Afirma Manuel Pérez Beato que en La Habana, antes de 1550, los oficios divinos se celebraban en un bohío emplazado en el terreno que ocuparía el Palacio del Segundo Cabo. Así ocurrió a lo largo de unas tres décadas o más, hasta que en noviembre del año mencionado se iniciaba la construcción de una iglesia de cal y canto. Progresó la obra y en 1554 se decidió solicitar una ayudita al rey para concluirla. Un año después, sin embargo, el templo quedaba reducido a cenizas. El corsario francés Jacques de Sores se había apoderado de La Habana y, al negársele el rescate que exigía, prendió fuego a la población y en el incendio ardió la iglesia.
Varios años estuvo La Habana sin iglesia, dada la pobreza de su vecinería. En 1574 se da cuenta de que el alcalde Rojas de Avellaneda la había terminado empleando para ello el legado de su pariente Juan de Rojas, uno de los vecinos más ricos de la villa. Se ubicaba la nueva edificación en el espacio que ocuparía después el Palacio de los Capitanes Generales.
El obispo Castillo quiso dotarla de una torre, y se inició la construcción de la sacristía y la tribuna, a lo que contribuyó el rey con limosna de cal y ladrillo y el trabajo físico de 12 esclavos del Castillo de la Fuerza. Carecía de libros, retablo y ornamentos. Se consiguió una campana, pero no les bastó a los habaneros, que querían tres.
Se colocó el templo bajo la advocación de San Cristóbal, patrón de la ciudad y su titular. Cuando se construyeron las parroquias del Espíritu Santo, del Cristo del Buen Viaje y del Santo Ángel Custodio, tomó el nombre de Parroquial Mayor. Con todo, la iglesia, desprovista de todo ornato de culto, dice el historiador Antonio J. Valdés, «se tomaría por una hermosa bodega más adecuada por parroquial del puerto de carenas que para la última parroquia de La Habana».

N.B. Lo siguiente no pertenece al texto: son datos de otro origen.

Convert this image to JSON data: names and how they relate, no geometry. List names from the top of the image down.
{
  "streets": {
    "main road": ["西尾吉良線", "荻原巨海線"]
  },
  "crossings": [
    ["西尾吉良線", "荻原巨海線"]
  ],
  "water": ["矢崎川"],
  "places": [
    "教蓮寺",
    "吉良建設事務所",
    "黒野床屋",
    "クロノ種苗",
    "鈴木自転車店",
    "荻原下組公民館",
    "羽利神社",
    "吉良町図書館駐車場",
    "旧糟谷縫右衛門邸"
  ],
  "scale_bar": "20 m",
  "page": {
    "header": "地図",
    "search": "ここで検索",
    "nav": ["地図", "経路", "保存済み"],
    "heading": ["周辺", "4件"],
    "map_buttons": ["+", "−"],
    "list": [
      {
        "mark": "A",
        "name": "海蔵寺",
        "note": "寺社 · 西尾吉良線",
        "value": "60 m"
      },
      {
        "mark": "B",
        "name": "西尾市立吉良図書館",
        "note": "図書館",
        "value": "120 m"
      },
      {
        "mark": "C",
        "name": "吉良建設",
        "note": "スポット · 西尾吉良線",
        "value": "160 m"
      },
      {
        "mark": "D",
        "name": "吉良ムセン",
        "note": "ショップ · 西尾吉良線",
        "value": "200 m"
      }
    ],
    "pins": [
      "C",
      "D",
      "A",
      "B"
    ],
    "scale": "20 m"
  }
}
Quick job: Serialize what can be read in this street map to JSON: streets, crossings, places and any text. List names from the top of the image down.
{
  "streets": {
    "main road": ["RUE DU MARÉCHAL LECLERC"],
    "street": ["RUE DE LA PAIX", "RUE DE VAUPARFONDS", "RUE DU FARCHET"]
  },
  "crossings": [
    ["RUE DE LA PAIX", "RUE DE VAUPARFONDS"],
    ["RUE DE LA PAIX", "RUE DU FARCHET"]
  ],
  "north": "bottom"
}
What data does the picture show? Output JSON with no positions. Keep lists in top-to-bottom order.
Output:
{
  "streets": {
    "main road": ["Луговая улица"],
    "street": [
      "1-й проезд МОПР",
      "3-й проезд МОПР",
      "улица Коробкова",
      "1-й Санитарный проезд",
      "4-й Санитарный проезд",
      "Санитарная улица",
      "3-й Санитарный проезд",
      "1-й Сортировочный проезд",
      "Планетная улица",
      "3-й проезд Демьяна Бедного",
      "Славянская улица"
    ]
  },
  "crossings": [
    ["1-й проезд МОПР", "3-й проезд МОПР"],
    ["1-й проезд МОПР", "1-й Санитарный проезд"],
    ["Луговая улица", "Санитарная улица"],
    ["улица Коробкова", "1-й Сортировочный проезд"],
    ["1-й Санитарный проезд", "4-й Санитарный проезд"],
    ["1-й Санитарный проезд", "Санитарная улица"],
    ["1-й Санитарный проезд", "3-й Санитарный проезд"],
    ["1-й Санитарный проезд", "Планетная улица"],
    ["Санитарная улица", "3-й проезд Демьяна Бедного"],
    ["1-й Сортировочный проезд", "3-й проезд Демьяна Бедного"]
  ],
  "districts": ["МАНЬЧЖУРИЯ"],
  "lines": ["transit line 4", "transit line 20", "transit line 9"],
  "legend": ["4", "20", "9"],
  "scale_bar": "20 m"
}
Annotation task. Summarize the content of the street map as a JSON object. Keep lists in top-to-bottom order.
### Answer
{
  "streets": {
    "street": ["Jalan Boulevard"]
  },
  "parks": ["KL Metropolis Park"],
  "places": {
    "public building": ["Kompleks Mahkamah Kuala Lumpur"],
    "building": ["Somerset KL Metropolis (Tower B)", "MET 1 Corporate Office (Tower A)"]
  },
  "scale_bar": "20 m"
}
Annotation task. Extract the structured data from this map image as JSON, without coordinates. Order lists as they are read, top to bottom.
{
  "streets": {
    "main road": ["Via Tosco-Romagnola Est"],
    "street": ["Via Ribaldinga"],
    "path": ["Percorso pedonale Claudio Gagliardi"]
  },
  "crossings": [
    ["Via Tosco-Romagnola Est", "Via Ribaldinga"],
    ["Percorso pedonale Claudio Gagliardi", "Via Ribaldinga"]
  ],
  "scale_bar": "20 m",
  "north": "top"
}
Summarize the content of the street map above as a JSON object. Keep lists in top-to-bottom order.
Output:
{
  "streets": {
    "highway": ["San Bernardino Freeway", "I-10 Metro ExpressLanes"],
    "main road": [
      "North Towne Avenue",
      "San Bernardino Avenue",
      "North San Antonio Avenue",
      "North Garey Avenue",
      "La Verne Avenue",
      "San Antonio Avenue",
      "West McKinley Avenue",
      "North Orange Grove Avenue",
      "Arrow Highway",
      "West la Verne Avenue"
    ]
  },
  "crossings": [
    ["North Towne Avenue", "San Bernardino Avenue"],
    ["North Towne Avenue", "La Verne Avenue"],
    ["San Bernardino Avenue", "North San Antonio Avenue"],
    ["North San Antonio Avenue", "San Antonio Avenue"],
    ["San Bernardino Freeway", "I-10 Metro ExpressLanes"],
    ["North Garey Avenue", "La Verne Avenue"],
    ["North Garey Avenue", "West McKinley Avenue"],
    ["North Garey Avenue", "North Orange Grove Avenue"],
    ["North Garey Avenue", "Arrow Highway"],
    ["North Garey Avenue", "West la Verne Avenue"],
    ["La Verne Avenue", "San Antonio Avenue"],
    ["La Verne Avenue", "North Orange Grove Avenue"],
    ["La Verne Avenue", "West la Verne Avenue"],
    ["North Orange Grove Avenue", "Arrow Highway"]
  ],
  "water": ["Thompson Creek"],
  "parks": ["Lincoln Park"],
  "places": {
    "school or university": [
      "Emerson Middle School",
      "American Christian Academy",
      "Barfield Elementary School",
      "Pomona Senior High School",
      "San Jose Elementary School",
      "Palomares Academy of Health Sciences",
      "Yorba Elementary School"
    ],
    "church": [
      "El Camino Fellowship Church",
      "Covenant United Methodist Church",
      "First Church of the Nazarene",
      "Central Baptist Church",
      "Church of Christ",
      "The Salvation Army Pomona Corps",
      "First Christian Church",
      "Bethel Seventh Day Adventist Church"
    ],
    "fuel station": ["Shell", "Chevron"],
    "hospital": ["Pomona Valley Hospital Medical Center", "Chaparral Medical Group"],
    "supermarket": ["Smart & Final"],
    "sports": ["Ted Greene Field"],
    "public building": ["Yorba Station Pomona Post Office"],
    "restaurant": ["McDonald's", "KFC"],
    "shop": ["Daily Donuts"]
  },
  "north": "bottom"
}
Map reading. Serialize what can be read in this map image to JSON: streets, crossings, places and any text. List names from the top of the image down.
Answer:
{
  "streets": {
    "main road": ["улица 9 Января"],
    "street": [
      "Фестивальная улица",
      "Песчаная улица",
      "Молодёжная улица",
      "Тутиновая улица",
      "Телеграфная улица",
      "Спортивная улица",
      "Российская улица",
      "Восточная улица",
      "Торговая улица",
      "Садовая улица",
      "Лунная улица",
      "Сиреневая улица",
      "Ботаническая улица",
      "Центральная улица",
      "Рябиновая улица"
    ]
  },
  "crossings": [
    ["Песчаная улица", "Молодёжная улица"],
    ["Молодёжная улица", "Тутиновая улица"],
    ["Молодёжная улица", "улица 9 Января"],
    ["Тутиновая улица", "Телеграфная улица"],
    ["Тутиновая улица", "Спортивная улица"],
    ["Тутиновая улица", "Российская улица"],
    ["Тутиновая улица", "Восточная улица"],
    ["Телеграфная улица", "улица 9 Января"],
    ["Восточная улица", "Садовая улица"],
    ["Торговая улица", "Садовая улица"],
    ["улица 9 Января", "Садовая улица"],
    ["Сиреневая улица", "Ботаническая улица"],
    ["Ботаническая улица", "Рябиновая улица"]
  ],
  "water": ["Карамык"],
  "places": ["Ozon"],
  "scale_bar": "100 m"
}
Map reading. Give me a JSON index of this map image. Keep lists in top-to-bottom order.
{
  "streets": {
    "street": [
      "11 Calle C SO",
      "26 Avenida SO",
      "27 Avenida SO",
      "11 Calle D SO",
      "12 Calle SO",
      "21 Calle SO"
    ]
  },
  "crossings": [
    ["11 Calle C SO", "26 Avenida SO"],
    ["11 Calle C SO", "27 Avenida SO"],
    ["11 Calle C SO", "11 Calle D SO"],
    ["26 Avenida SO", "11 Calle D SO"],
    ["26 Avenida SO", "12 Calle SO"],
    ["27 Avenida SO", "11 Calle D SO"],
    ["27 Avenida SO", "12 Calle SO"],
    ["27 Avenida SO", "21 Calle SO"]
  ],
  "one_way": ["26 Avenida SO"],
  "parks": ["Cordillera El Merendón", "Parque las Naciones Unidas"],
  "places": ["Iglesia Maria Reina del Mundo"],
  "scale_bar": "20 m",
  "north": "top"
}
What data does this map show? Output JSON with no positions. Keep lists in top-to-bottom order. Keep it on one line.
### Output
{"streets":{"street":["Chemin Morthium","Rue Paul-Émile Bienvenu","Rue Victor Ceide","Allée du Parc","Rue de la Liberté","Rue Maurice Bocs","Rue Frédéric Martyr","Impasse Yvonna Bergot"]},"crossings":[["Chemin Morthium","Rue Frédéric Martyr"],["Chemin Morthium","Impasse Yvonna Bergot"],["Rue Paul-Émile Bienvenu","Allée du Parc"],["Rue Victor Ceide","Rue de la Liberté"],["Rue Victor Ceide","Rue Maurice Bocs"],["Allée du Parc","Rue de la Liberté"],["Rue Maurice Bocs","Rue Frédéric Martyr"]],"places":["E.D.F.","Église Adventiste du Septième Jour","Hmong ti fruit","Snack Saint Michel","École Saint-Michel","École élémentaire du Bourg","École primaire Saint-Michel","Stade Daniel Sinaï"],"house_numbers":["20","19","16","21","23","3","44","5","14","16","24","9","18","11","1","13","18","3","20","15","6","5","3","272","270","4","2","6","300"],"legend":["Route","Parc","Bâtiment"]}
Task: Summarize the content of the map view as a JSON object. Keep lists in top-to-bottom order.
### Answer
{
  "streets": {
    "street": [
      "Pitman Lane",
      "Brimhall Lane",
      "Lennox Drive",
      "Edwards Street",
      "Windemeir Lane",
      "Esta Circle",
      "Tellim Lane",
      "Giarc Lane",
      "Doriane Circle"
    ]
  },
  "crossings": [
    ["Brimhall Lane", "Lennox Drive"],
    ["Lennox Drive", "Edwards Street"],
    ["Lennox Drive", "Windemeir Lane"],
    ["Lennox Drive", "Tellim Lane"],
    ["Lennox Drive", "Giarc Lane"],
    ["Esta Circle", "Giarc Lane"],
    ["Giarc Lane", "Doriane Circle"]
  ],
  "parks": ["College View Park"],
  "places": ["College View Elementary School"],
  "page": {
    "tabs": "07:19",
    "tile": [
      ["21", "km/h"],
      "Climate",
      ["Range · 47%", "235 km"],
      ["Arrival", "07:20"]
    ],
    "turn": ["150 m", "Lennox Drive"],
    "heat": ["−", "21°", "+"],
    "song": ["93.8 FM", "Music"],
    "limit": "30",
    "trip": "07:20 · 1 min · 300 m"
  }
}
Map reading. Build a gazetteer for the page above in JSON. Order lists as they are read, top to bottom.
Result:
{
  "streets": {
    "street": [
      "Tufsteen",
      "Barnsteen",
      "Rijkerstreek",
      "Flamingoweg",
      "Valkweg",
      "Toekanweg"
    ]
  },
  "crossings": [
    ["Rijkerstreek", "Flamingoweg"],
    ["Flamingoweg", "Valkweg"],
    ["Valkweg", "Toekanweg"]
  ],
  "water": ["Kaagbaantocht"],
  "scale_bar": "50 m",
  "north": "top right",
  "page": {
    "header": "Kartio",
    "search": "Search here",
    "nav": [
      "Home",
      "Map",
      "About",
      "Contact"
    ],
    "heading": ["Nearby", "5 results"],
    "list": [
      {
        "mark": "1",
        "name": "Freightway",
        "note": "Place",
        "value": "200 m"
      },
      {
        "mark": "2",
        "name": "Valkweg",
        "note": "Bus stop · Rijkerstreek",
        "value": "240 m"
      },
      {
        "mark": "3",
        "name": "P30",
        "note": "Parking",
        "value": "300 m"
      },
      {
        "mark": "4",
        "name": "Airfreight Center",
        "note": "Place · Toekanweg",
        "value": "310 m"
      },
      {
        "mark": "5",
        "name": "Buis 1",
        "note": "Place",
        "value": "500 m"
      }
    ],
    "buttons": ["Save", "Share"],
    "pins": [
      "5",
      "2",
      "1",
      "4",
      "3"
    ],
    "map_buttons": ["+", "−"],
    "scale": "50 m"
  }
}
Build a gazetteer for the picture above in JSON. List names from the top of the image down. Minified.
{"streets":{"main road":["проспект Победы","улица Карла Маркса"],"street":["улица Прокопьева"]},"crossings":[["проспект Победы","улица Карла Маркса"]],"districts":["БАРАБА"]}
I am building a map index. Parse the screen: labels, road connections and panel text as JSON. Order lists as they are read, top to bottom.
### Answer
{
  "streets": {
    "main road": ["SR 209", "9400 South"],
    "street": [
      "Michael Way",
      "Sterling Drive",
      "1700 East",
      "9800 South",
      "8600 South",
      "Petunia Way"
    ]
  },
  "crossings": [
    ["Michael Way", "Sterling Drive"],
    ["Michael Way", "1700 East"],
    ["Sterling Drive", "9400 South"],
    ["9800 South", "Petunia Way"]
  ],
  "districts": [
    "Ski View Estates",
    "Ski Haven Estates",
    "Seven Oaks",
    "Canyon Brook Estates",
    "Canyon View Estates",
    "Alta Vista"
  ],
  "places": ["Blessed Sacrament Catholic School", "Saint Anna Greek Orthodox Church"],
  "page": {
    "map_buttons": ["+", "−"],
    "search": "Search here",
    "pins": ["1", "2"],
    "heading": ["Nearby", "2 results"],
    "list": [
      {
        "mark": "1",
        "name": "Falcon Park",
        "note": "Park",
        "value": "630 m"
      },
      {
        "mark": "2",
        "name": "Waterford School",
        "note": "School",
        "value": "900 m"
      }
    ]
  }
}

El 30 de junio de 1741 explotaba el navío Invencible, surto en el puerto de La Habana. El siniestro, provocado por un rayo, ocasionó no pocos destrozos entre los edificios de la ciudad, entre estos la Parroquial Mayor. Pese a que el templo quedó convertido prácticamente en una ruina, no por ello se suspendieron allí los oficios religiosos hasta el 11 de julio de 1772, cuando una Real Cédula dispuso la demolición del inmueble y su instalación definitiva en la iglesia de los jesuitas, todavía en construcción en lo que sería la Plaza de la Catedral. En el sitio ocupado por la Parroquial demolida se construiría el Palacio de los Capitanes Generales.
De manera provisional, la Parroquial Mayor quedaría instalada en el oratorio de San Felipe Neri, hasta que el 9 de diciembre de 1777 se trasladó a la iglesia de los jesuitas, que se transformaría en Santa Iglesia Catedral en el mismo sitio que ocupa en la plaza que hoy lleva su nombre.